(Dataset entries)
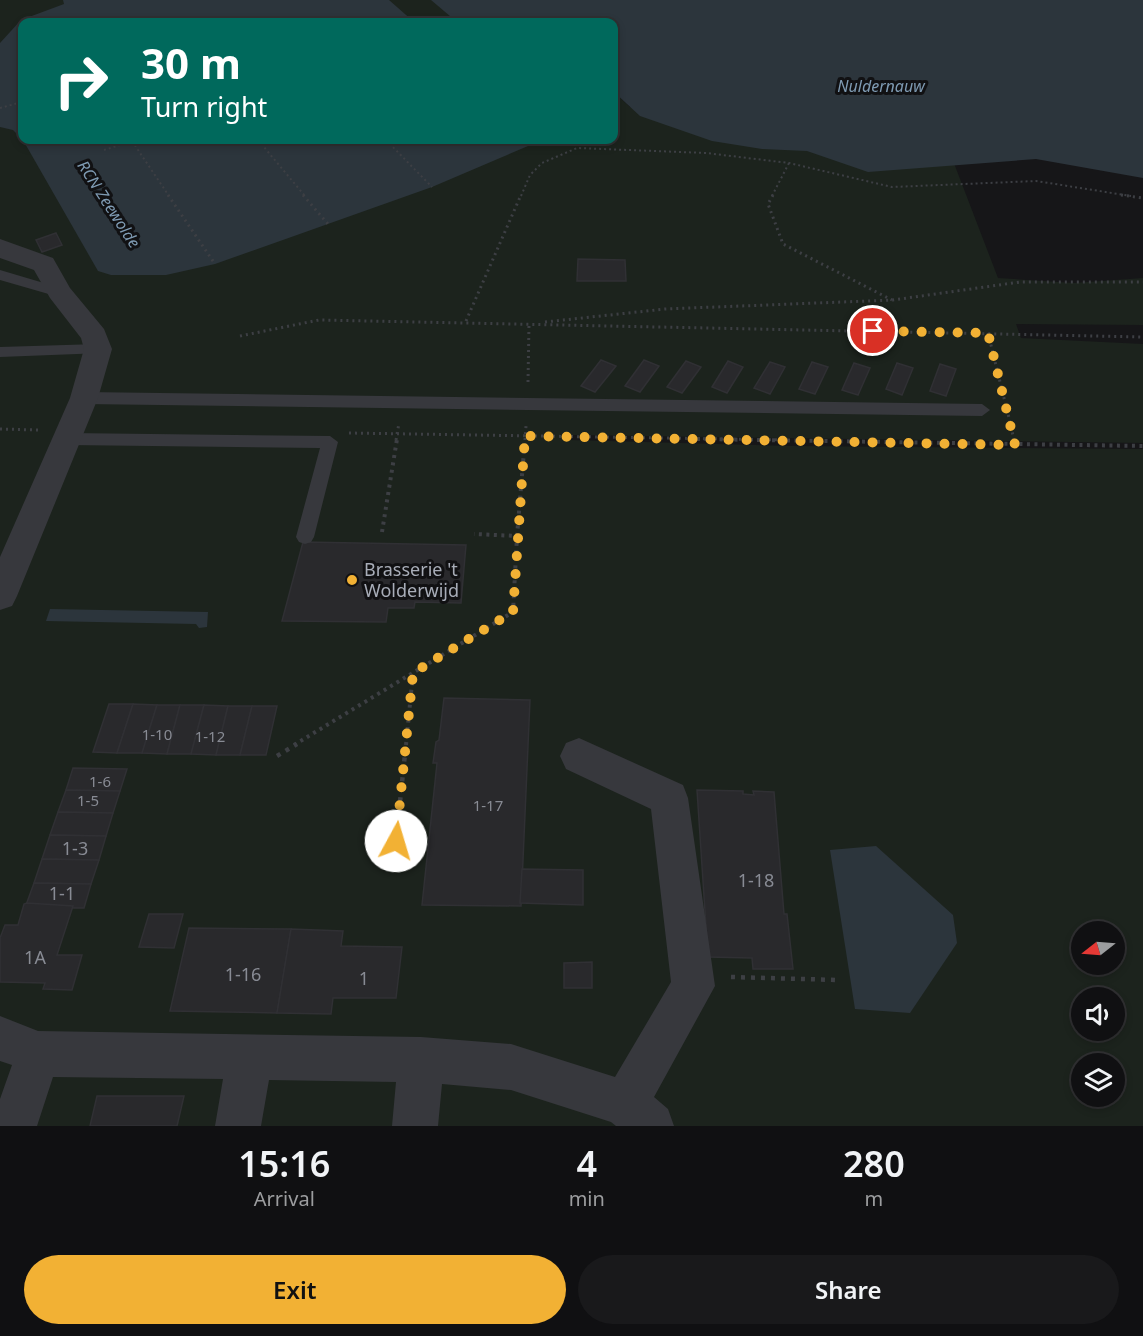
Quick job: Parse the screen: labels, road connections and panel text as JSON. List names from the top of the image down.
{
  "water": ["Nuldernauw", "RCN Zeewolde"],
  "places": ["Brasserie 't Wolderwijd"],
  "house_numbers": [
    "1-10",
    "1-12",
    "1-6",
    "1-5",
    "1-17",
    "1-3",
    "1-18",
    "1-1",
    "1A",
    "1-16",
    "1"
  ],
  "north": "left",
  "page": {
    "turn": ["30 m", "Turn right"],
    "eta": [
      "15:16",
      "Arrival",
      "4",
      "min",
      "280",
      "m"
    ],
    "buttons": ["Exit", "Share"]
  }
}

● **Work required**
Each entry is to be given again exactly as it stands, with its pictures removed.

● **Answer to the exercise**
Quick job: Parse the screen: labels, road connections and panel text as JSON. List names from the top of the image down.
{
  "water": ["Nuldernauw", "RCN Zeewolde"],
  "places": ["Brasserie 't Wolderwijd"],
  "house_numbers": [
    "1-10",
    "1-12",
    "1-6",
    "1-5",
    "1-17",
    "1-3",
    "1-18",
    "1-1",
    "1A",
    "1-16",
    "1"
  ],
  "north": "left",
  "page": {
    "turn": ["30 m", "Turn right"],
    "eta": [
      "15:16",
      "Arrival",
      "4",
      "min",
      "280",
      "m"
    ],
    "buttons": ["Exit", "Share"]
  }
}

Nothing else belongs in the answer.